Work required –
Take every line containing "bubble" from the material and copy it.

Records shown –
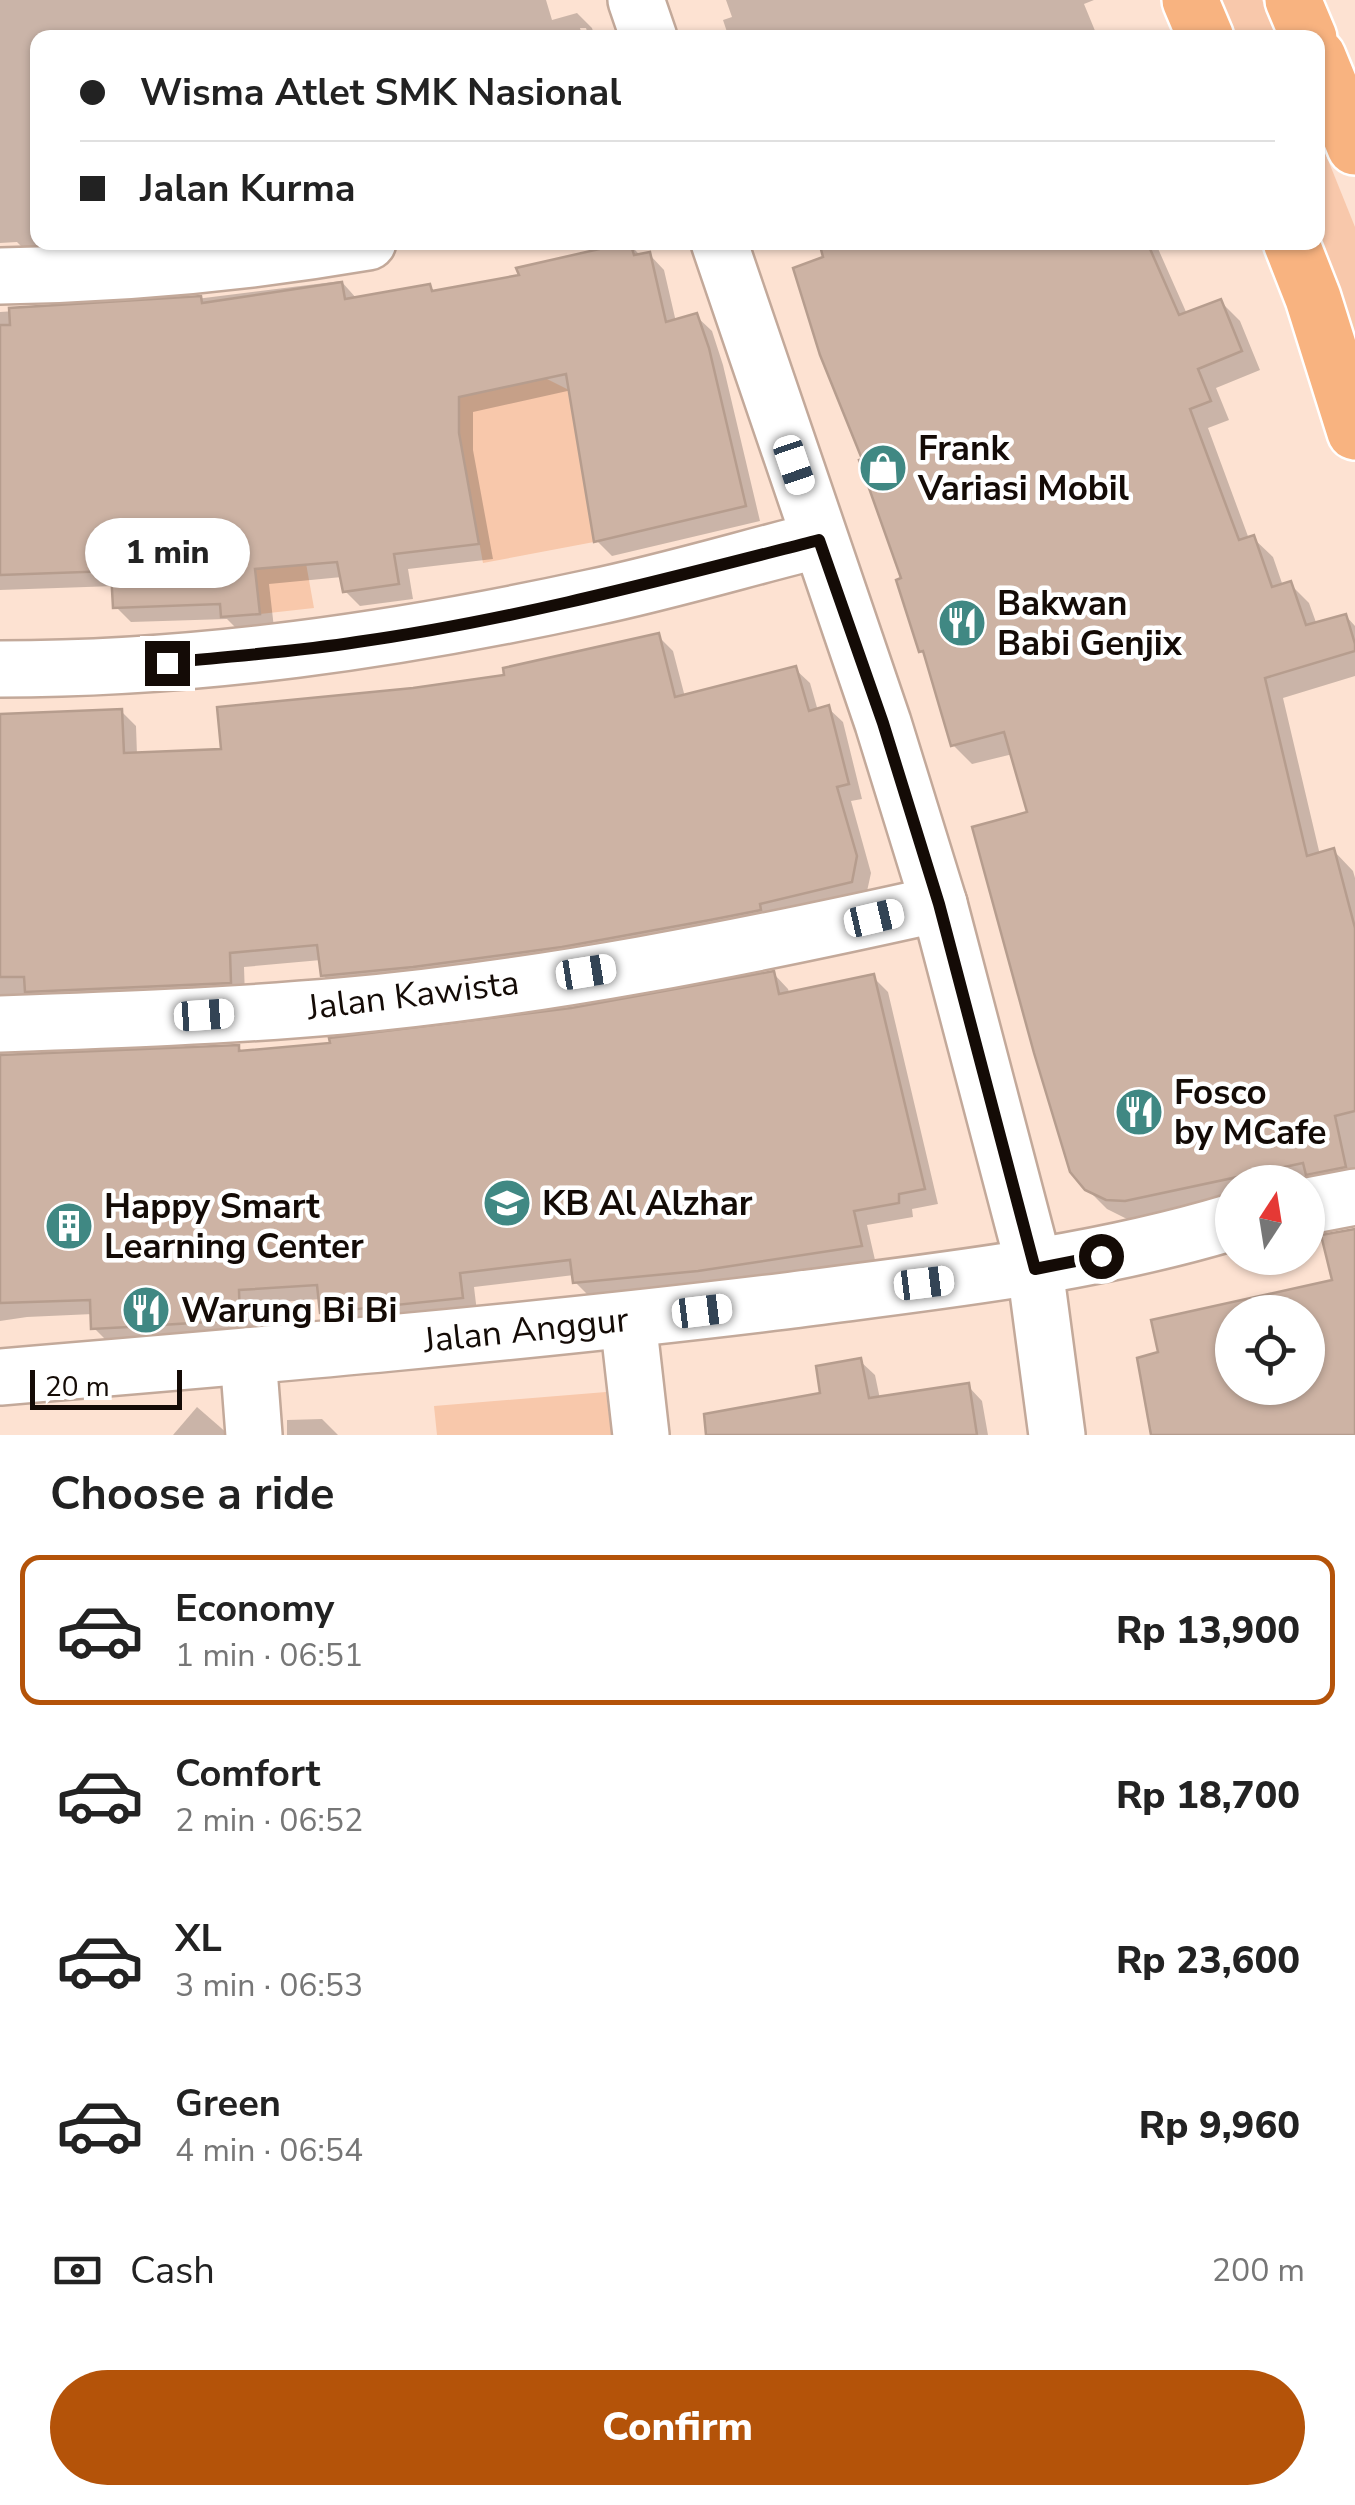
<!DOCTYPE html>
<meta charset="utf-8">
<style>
body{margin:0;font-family:"Nunito Sans",sans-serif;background:#f2f2f2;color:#222;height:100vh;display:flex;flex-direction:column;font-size:38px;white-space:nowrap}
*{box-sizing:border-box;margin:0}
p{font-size:32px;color:#767676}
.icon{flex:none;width:55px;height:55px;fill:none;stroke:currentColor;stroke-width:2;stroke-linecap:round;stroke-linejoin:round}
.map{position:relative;height:1435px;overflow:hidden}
.sheet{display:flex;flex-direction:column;background:#fff;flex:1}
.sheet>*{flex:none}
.guide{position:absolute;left:30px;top:30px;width:1295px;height:220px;border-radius:20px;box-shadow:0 2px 8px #0004;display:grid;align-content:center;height:220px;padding:0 50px;background:#fff}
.needle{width:65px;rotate:12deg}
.controls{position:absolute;left:1215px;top:1165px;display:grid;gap:20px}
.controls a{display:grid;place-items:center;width:110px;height:110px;border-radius:50%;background:#fff;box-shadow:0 2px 8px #0004;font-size:50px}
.scale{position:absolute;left:30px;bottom:25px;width:152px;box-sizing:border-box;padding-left:10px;border:5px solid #140b06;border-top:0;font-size:28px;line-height:35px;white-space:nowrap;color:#140b06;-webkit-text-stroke:8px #fff;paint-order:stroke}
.end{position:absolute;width:45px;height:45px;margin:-22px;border:12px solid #140b06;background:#fff;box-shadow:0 0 0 5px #fff}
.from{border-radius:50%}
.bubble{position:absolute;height:70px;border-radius:35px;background:#fff;box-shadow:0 2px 8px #0004;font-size:32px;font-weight:800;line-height:70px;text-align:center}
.car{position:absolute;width:30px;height:60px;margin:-30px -15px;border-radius:12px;box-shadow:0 0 8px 2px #0007;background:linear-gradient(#fff 24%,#345 0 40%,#fff 0 76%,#345 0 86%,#fff 0)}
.guide b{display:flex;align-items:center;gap:35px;height:95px;font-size:38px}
.guide b+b{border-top:2px solid #e0e0e0}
.guide i{width:25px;height:25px;background:#222}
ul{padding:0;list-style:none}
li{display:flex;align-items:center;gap:30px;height:150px;margin:0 20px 15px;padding:0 30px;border:5px solid transparent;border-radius:20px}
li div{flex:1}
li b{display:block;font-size:38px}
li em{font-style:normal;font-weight:800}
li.on{border-color:#b45309}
li>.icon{width:90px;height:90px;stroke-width:1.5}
h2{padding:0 50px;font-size:45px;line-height:120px}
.pay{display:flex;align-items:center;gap:25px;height:110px;padding:0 50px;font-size:38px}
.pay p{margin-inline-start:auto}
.action{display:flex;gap:20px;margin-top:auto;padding:20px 50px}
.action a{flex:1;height:115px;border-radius:60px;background:#b45309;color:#fff;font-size:40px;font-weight:800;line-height:115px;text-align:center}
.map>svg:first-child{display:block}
</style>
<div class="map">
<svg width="1355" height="1435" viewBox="0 0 1355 1435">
<rect width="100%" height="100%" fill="#fde2d2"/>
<g fill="#f8c8ab">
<path d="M 1218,0 L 1262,0 L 1277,37 L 1233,37 Z"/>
<path d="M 1318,135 L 1355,227 L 1355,351 L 1318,242 Z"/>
<path d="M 545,378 L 569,390 L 594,542 L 483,563 L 453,399 Z"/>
<path d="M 281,423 L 314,608 L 260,614 L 249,507 Z"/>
<path d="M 606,1392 L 612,1435 L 437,1435 L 434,1406 Z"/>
</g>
<g fill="#0003" fill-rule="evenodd">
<path d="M 0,0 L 546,0 L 552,20 L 577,13 L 592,28 L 595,38 L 589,38 L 586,28 L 580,28 L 583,38 L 38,38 L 38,242 L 172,242 L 34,259 L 17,242 L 0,243 Z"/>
<path d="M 726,0 L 1094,0 L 1084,4 L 1098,38 L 729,38 L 723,20 L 732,17 Z"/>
<path d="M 822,242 L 1160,242 L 1156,244 L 1187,314 L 1221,302 L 1240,321 L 1260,370 L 1216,388 L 1229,420 L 1208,428 L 1249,539 L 1253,538 L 1273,557 L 1283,586 L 1290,584 L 1309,603 L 1317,625 L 1346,616 L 1355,626 L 1355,676 L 1283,698 L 1320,855 L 1334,851 L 1353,871 L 1355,878 L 1355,1188 L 1308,1182 L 1232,1182 L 1232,1201 L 1146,1219 L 1127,1219 L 1107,1209 L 1086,1188 L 1030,814 L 1013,754 L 972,764 L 953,745 L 927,657 L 921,651 Z"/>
<path d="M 630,245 L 641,256 L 649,254 L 664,270 L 676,322 L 696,316 L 712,331 L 723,365 L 760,521 L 612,556 L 597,541 L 572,390 L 473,412 L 473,450 L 493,559 L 408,569 L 413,599 L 360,606 L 345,591 L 342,577 L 269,584 L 274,628 L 239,631 L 227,619 L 131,622 L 116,607 L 115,586 L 0,590 L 0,312 L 188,300 L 341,281 L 357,299 L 429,287 L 435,293 L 522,276 Z"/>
<path d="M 658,636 L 673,651 L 685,697 L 795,669 L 810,683 L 818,711 L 828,708 L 843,722 L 862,799 L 851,801 L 871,873 L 866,896 L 773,918 L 338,990 L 323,975 L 321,960 L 244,967 L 245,997 L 0,1012 L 0,716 L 121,711 L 136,726 L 137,755 L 224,751 L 414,690 L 507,677 Z"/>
<path d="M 774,974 L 788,989 L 790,995 L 873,977 L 888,992 L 938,1204 L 912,1209 L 913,1217 L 867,1225 L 875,1260 L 714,1285 L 590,1297 L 575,1282 L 574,1275 L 474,1287 L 477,1312 L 338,1327 L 323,1312 L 321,1299 L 253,1304 L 253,1334 L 109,1343 L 94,1328 L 93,1314 L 27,1317 L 0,1321 L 0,1058 L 238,1047 L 244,1053 L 333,1046 L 496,1022 Z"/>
<path d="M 1355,1231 L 1355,1435 L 1154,1435 L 1161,1354 L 1154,1322 L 1335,1282 ZM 1232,1312 L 1308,1312 L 1308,1388 L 1232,1388 Z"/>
<path d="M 860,1361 L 875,1375 L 880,1399 L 968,1386 L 982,1401 L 988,1435 L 713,1435 L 823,1395 Z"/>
<path d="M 197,1407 L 220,1427 L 229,1435 L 173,1435 Z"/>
<path d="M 322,1419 L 338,1435 L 287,1435 L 287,1420 Z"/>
</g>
<g fill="#cdb3a4" stroke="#b69d8e" stroke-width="2.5" fill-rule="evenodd">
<path d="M 630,242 L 634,255 L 650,252 L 666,322 L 697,313 L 709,348 L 746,506 L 594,542 L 566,374 L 459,397 L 459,433 L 479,544 L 394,554 L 399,584 L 343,592 L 337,562 L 255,569 L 260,614 L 221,617 L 220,604 L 113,608 L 111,571 L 0,575 L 0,325 L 10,325 L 9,308 L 201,296 L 202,303 L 342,282 L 345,299 L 430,284 L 432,291 L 519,275 L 516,268 Z"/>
<path d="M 819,242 L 1147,242 L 1179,315 L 1221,299 L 1242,351 L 1198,369 L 1211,401 L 1190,409 L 1239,540 L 1254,535 L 1272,587 L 1291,581 L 1306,625 L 1346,614 L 1355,644 L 1355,651 L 1265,678 L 1307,856 L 1334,848 L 1355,928 L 1355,1111 L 1335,1116 L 1346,1167 L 1306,1175 L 1303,1163 L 1125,1201 L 1106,1200 L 1085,1190 L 1070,1172 L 1034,1053 L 972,827 L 1027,812 L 1004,732 L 951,746 L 923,651 L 919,652 L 896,580 L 901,578 L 859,460 L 862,459 L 820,355 L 793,268 L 823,257 Z"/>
<path d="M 659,633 L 675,697 L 796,666 L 809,711 L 829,705 L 849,784 L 837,787 L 857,856 L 852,882 L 760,904 L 761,910 L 710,920 L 562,947 L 413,967 L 321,976 L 317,945 L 230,953 L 231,983 L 25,992 L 24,977 L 0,977 L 0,714 L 122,709 L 124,753 L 221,749 L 217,707 L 413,688 L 504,675 L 503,668 Z"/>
<path d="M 774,971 L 779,994 L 874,974 L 925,1189 L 899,1194 L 899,1203 L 854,1211 L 862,1246 L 698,1271 L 573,1283 L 570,1260 L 460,1273 L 463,1298 L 320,1313 L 317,1285 L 239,1290 L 240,1320 L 129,1327 L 91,1329 L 90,1300 L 0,1303 L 0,1055 L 239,1045 L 239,1051 L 330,1043 L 329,1038 L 571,1008 Z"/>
<path d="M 1355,1229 L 1355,1435 L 1151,1435 L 1137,1358 L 1158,1352 L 1151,1320 L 1332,1280 L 1321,1235 ZM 1232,1312 L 1308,1312 L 1308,1388 L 1232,1388 Z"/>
<path d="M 861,1358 L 869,1398 L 969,1383 L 977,1435 L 706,1435 L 704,1414 L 820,1393 L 816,1366 Z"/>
</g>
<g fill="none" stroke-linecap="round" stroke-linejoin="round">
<g stroke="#c3a99a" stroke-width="60">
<g id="street">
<path d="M 636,0 L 649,38"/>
<path d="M 719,242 L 883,723 L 939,904 L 1035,1269 L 1057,1435"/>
<path d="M 0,276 C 124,274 246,263 368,242"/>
<path d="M 0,669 C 199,669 396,640 590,598 C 667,582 743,559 819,540"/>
<path d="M 0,1024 C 114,1020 228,1016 341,1006 C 542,988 742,948 939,904"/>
<path d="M 1308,1206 L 1355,1197"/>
<path d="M 628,1320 L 641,1435"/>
<path d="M 248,1356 L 254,1435"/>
<path d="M 0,1377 C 262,1355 524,1333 785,1301 C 936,1281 1086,1266 1232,1222"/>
</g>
</g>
<g stroke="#fff" stroke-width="60">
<g id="primary">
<path d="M 1190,0 L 1206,38"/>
<path d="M 1293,0 L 1309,38"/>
<path d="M 1318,57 L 1355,147"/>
<path d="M 1291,242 L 1313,298 L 1355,432"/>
</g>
</g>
<use href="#street" stroke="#fff" stroke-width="55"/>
<use href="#primary" stroke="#f8b380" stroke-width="55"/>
</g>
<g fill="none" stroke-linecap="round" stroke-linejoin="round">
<path stroke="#140b06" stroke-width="12" d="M 167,663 C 230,656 294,652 357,642 C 513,620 666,579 819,540 L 883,723 L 939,904 L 1035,1269 L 1101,1256"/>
</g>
<defs>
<g id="shop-disc" transform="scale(2.5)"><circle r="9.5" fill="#408883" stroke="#fff"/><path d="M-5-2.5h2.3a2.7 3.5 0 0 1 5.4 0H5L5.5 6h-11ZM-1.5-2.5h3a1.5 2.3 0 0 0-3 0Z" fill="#fff"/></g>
<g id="restaurant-disc" transform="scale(2.5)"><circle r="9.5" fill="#408883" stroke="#fff"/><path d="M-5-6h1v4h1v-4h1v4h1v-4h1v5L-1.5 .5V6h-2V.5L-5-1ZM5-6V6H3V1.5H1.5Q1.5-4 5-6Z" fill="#fff"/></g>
<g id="school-disc" transform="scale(2.5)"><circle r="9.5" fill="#408883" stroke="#fff"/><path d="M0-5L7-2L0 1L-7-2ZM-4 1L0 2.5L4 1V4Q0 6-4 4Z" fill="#fff"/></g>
<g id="building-disc" transform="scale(2.5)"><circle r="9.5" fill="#408883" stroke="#fff"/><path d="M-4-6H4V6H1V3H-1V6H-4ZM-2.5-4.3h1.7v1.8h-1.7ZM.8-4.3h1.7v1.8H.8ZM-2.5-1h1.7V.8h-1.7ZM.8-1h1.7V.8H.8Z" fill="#fff"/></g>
</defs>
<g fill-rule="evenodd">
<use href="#shop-disc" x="883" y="468"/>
<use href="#restaurant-disc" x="962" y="623"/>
<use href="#restaurant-disc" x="1139" y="1112"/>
<use href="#school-disc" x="507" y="1203"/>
<use href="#building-disc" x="69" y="1226"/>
<use href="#restaurant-disc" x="146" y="1310"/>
</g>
<g text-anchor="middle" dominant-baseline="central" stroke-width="9" stroke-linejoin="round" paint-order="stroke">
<g font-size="35" font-weight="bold" fill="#140b06" stroke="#fff" text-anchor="start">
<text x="918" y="448">Frank<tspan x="918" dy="40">Variasi Mobil</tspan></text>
<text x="997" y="603">Bakwan<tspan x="997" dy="40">Babi Genjix</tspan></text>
<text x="1174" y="1092">Fosco<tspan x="1174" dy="40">by MCafe</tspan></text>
<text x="542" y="1203">KB Al Alzhar</text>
<text x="104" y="1206">Happy Smart<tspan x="104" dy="40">Learning Center</tspan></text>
<text x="181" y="1310">Warung Bi Bi</text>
</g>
<g font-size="35" fill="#140b06" stroke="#fff">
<text transform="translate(413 995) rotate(-7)">Jalan Kawista</text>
<text transform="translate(526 1330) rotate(-6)">Jalan Anggur</text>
</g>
</g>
</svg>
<div class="controls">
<a><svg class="needle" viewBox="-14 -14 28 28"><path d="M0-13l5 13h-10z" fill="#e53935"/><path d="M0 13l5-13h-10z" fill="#767676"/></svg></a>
<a><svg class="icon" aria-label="locate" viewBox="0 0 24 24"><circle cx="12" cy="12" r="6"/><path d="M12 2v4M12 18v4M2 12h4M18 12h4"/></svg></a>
</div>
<div class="scale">20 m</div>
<i class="end from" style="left:1101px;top:1256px"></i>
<i class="end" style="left:167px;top:663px"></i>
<div class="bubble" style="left:85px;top:518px;width:165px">1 min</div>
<i class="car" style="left:794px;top:465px;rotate:161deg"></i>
<i class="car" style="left:874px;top:918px;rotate:77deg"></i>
<i class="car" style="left:586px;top:972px;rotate:81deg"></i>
<i class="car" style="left:204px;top:1015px;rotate:86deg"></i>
<i class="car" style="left:924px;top:1283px;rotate:83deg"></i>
<i class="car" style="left:702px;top:1311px;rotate:83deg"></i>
<div class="guide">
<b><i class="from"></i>Wisma Atlet SMK Nasional</b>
<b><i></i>Jalan Kurma</b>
</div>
</div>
<section class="sheet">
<h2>Choose a ride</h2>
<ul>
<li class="on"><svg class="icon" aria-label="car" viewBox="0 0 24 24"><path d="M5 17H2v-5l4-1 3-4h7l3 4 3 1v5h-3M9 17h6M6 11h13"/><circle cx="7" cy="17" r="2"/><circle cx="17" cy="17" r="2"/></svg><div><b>Economy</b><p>1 min · 06:51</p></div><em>Rp 13,900</em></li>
<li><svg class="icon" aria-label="car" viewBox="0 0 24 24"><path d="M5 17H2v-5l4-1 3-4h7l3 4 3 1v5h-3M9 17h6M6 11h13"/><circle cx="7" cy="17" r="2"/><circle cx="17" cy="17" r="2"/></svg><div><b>Comfort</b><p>2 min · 06:52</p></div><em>Rp 18,700</em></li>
<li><svg class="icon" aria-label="car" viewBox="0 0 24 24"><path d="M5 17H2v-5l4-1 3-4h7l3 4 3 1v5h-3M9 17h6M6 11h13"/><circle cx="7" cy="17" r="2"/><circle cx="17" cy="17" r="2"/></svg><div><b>XL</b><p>3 min · 06:53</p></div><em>Rp 23,600</em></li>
<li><svg class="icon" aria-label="car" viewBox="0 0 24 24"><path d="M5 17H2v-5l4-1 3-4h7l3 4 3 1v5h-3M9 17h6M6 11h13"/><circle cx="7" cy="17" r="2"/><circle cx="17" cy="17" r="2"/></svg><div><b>Green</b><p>4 min · 06:54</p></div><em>Rp 9,960</em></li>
</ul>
<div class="pay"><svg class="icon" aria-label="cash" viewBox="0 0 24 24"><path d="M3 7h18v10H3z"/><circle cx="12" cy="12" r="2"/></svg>Cash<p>200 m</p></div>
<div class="action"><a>Confirm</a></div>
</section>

Written solution –
.bubble{position:absolute;height:70px;border-radius:35px;background:#fff;box-shadow:0 2px 8px #0004;font-size:32px;font-weight:800;line-height:70px;text-align:center}
<div class="bubble" style="left:85px;top:518px;width:165px">1 min</div>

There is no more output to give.